I had a c-section with my first, because he was breech with very low fluid (which means no chance of turning). It was a hard recovery. My second was also a c-section. It was easy-breezy recovery (thank god).
I don't feel removed from the birth experiences. I have nothing to compare it to, but I could feel through the epidural what was happening enough. I asked my husband to take pictures of the entire procedures so I could look at them if I wanted. (There isn't too much gore because surgeons work cleanly.) I love looking at the ones showing the moments my children entered this world - one head up, the other head down.

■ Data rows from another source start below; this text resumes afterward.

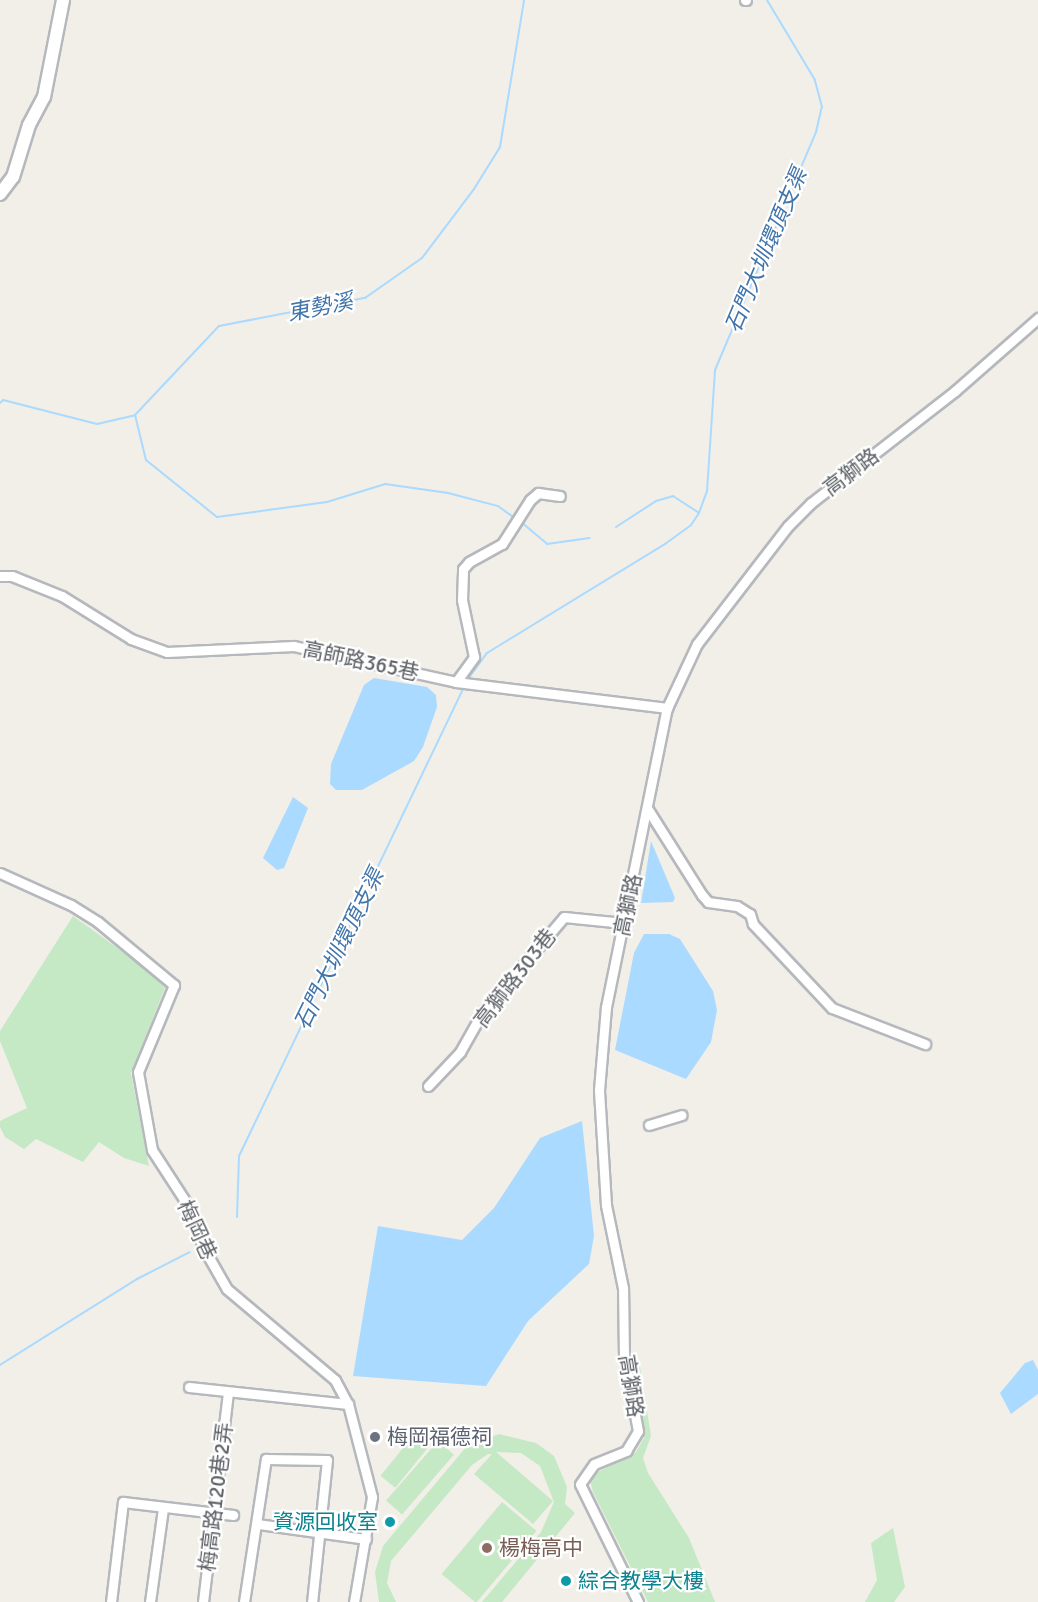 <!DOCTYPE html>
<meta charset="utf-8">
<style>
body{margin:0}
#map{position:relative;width:1038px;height:1602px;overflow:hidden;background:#f1efe8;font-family:Signika,"Noto Sans TC",sans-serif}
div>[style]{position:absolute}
.green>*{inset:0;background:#c5e8c5;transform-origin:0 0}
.water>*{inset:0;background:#aadaff}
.stream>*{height:2px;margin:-1px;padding:0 1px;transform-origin:1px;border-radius:1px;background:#aadaff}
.roads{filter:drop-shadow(2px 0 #b5b8bc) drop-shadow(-2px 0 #b5b8bc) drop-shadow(0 2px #b5b8bc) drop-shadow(0 -2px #b5b8bc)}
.street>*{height:9px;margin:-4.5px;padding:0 4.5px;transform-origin:4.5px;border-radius:4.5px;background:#fff}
.secondary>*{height:12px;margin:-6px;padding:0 6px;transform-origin:6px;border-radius:6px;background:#fff}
.dots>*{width:16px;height:16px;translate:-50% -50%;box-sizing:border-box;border:3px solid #fff;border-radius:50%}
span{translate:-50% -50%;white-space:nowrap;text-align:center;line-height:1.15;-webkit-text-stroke:4.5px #fff;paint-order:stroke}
.street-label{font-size:21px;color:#5f6368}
.worship-label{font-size:21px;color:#5b616d}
.left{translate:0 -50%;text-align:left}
.culture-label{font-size:21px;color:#0d838f}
.right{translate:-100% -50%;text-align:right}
.education-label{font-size:21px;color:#785e54}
.water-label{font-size:22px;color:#4174aa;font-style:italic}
</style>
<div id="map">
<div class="green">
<div style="clip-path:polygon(73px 916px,144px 967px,165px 988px,131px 1073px,149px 1166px,124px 1158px,99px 1142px,83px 1162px,36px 1139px,24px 1149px,5px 1137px,0 1127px,0 1121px,27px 1108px,0 1041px,0 1031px)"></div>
<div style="clip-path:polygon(640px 1367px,651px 1436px,643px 1458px,648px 1473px,689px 1538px,715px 1602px,648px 1602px,593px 1492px,590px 1480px,596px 1473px,636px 1452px,644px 1438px,634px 1371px)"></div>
<div style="clip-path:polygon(499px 1434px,536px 1443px,554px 1456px,567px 1487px,565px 1504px,575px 1513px,502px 1602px,482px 1602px,541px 1532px,554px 1502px,540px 1466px,521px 1453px,496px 1452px,553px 1501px,533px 1524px,474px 1474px,492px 1454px,488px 1454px,472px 1465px,391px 1561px,387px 1583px,396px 1602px,379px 1602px,375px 1572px,383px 1546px,467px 1446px)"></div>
<div style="left:412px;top:1437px;width:19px;height:50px;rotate:39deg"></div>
<div style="left:438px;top:1441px;width:21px;height:79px;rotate:41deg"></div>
<div style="left:502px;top:1502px;width:45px;height:94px;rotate:40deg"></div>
<div style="clip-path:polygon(893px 1528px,905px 1587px,894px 1602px,865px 1602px,877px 1580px,871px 1543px)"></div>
</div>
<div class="water">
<div style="clip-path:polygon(374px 678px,427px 687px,436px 695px,437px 707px,423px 747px,414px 761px,362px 790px,336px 790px,330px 784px,331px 764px,364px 685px)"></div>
<div style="clip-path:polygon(293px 797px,308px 808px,284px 868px,277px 870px,263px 858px)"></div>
<div style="clip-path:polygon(651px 841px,675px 898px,673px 902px,641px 903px)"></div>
<div style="clip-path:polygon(644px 934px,669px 934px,680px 939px,713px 991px,717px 1010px,711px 1042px,686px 1079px,615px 1050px,634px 953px)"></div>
<div style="clip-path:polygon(582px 1121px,594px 1236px,589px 1264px,528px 1321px,486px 1386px,353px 1376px,378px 1226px,462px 1240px,494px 1208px,540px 1138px)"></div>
<div style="clip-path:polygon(1033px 1360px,1038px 1370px,1038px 1394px,1011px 1414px,1000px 1393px,1025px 1363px)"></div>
</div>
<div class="stream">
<div style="left:0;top:403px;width:4px;rotate:-45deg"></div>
<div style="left:3px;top:400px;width:97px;rotate:14.3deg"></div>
<div style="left:97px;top:424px;width:39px;rotate:-13deg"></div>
<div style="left:135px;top:415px;width:122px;rotate:-46.7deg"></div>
<div style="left:219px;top:326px;width:149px;rotate:-10.9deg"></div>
<div style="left:365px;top:298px;width:70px;rotate:-35.1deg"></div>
<div style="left:422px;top:258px;width:86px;rotate:-53deg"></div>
<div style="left:474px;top:189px;width:49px;rotate:-58.2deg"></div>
<div style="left:500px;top:147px;width:149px;rotate:-80.7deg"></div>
<div style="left:135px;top:415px;width:46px;rotate:76.3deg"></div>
<div style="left:146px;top:460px;width:91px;rotate:38.8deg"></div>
<div style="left:217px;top:517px;width:111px;rotate:-7.8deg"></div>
<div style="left:327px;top:502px;width:61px;rotate:-17.2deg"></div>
<div style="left:385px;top:484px;width:64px;rotate:8.1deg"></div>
<div style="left:448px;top:493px;width:52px;rotate:14.6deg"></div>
<div style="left:498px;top:506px;width:22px;rotate:36deg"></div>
<div style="left:521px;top:522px;width:34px;rotate:40deg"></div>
<div style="left:547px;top:544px;width:43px;rotate:-7.9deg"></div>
<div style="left:616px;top:527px;width:48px;rotate:-33deg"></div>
<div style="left:656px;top:501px;width:18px;rotate:-16deg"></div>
<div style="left:673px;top:496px;width:31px;rotate:33deg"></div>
<div style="left:468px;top:679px;width:32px;rotate:-54deg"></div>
<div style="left:487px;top:653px;width:209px;rotate:-31.5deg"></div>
<div style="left:665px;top:544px;width:32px;rotate:-36deg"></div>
<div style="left:691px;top:525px;width:14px;rotate:-56deg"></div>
<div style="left:699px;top:513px;width:23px;rotate:-70deg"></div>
<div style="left:707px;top:491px;width:121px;rotate:-86.2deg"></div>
<div style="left:715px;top:370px;width:259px;rotate:-67deg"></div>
<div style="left:816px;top:132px;width:26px;rotate:-77deg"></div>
<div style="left:822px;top:107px;width:28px;rotate:-105deg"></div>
<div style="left:815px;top:80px;width:93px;rotate:-121deg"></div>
<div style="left:237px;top:1217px;width:61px;rotate:-88.1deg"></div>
<div style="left:239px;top:1156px;width:520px;rotate:-64.37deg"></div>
<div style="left:0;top:1365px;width:162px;rotate:-32.1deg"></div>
<div style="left:137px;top:1279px;width:59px;rotate:-27deg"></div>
</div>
<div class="roads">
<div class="street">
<div style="left:745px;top:0;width:1px"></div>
<div style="left:0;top:576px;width:12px"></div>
<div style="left:12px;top:576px;width:54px;rotate:21.8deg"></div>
<div style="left:62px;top:596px;width:81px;rotate:31.9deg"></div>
<div style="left:131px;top:639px;width:38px;rotate:20deg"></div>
<div style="left:167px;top:652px;width:127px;rotate:-2.7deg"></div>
<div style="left:294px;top:646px;width:166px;rotate:12.5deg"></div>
<div style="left:456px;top:682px;width:213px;rotate:7deg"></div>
<div style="left:456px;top:682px;width:31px;rotate:-54deg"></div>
<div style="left:474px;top:657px;width:58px;rotate:-101.9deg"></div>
<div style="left:462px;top:600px;width:31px;rotate:-88deg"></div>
<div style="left:463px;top:569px;width:9px;rotate:-49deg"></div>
<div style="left:469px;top:562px;width:38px;rotate:-29deg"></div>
<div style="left:502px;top:544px;width:52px;rotate:-57.5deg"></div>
<div style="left:530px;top:500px;width:11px;rotate:-41deg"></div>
<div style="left:538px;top:493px;width:22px;rotate:8deg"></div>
<div style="left:647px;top:808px;width:103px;rotate:57.7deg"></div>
<div style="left:702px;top:895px;width:9px;rotate:49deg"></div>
<div style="left:708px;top:902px;width:29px;rotate:8deg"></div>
<div style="left:737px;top:906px;width:15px;rotate:32deg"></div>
<div style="left:750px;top:914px;width:10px;rotate:73deg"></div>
<div style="left:753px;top:924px;width:115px;rotate:46.8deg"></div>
<div style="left:832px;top:1008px;width:100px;rotate:21.2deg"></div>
<div style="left:0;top:873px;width:78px;rotate:24.3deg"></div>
<div style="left:71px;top:905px;width:32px;rotate:32deg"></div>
<div style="left:98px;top:922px;width:99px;rotate:39.7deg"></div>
<div style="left:174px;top:985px;width:94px;rotate:112.5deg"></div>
<div style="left:138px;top:1072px;width:79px;rotate:79.8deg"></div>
<div style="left:152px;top:1150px;width:72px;rotate:57deg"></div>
<div style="left:191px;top:1210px;width:39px;rotate:72deg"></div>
<div style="left:203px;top:1247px;width:48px;rotate:60.3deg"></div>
<div style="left:227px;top:1289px;width:141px;rotate:40.1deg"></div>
<div style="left:335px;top:1380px;width:27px;rotate:62deg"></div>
<div style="left:348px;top:1404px;width:96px;rotate:75.5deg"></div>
<div style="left:372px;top:1497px;width:107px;rotate:99.7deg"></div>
<div style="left:428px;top:1086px;width:47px;rotate:-46.7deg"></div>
<div style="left:460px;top:1052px;width:45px;rotate:-60.6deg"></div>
<div style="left:482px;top:1013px;width:126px;rotate:-49.5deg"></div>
<div style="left:564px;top:917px;width:60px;rotate:5.7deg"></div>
<div style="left:649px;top:1125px;width:34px;rotate:-17deg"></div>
<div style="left:189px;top:1387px;width:160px;rotate:6.1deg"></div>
<div style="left:258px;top:1524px;width:109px;rotate:7.9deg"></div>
<div style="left:111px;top:1602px;width:101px;rotate:-83.2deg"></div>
<div style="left:123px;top:1502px;width:111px;rotate:6.7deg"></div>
<div style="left:150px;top:1602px;width:95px;rotate:-82.1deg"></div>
<div style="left:203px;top:1602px;width:211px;rotate:-83.2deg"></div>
<div style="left:244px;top:1602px;width:145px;rotate:-81.3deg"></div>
<div style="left:266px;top:1459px;width:61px;rotate:0.9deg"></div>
<div style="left:327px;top:1460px;width:143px;rotate:96deg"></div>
<div style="left:638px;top:1602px;width:131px;rotate:-116.2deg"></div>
<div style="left:580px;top:1484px;width:24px;rotate:-55deg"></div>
<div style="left:594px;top:1464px;width:35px;rotate:-22deg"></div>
<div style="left:626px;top:1451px;width:23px;rotate:-59deg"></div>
<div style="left:638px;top:1431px;width:76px;rotate:-100.6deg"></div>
<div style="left:624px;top:1356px;width:68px;rotate:-90.8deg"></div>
<div style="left:623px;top:1288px;width:85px;rotate:-101.6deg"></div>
<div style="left:606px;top:1205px;width:115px;rotate:-93.5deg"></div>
<div style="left:599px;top:1090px;width:83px;rotate:-85.2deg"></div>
<div style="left:606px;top:1007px;width:305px;rotate:-78.5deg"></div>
<div style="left:667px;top:708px;width:71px;rotate:-64.9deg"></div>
<div style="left:697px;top:644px;width:149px;rotate:-52.4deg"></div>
<div style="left:788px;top:526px;width:33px;rotate:-45deg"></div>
<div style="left:811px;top:503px;width:182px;rotate:-37.9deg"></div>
<div style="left:955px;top:391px;width:111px;rotate:-41.3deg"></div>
</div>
<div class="secondary">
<div style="left:0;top:194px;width:21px;rotate:-53deg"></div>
<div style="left:13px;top:177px;width:54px;rotate:-72.9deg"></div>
<div style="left:29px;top:125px;width:32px;rotate:-62deg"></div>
<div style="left:44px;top:97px;width:99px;rotate:-78.9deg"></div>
</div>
</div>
<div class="dots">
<div style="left:375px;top:1437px;background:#6b7280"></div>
<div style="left:390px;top:1522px;background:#0f9aa8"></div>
<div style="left:487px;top:1548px;background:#8d6e63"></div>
<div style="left:566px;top:1581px;background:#0f9aa8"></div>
</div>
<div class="street-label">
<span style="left:851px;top:472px;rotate:-37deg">高獅路</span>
<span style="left:361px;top:661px;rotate:12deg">高師路365巷</span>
<span style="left:628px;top:905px;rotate:-78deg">高獅路</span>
<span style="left:515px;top:978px;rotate:-52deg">高獅路303巷</span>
<span style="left:197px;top:1230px;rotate:65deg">梅岡巷</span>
<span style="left:631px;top:1386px;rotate:81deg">高獅路</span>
<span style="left:216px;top:1497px;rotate:-83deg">梅高路120巷2弄</span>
</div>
<div class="worship-label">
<span class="left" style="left:387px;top:1437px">梅岡福德祠</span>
</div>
<div class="culture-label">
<span class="right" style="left:378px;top:1522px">資源回收室</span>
<span class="left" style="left:578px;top:1581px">綜合教學大樓</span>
</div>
<div class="education-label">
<span class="left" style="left:499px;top:1548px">楊梅高中</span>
</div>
<div class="water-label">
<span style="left:766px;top:250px;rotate:-67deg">石門大圳環頂支渠</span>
<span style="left:320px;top:307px;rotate:-11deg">東勢溪</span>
<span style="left:339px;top:949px;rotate:-64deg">石門大圳環頂支渠</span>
</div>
</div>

It is a different experience, and I don't know if I'd elect it. However, it wasn't the worst thing ever. I would never advocate avoiding it at all costs. Healthy babies is the goal.
Wait and see where you are toward the end and talk to your doctor. If safety weighs in favor of a c-section, I'd pick it every time. (They get them out really quick; it is you who suffer more increased risks.)
The baby can have some breathing issues by not being forced to expel fluid by being squeezed; my second did. They got him all put right, though. So, again, not the end of the world. That's what the NICU is for. My first had no issues at all.
My second's breathing issues are small potatoes compared to many other potential risks, really. Of course, if it's your baby it's always a big deal.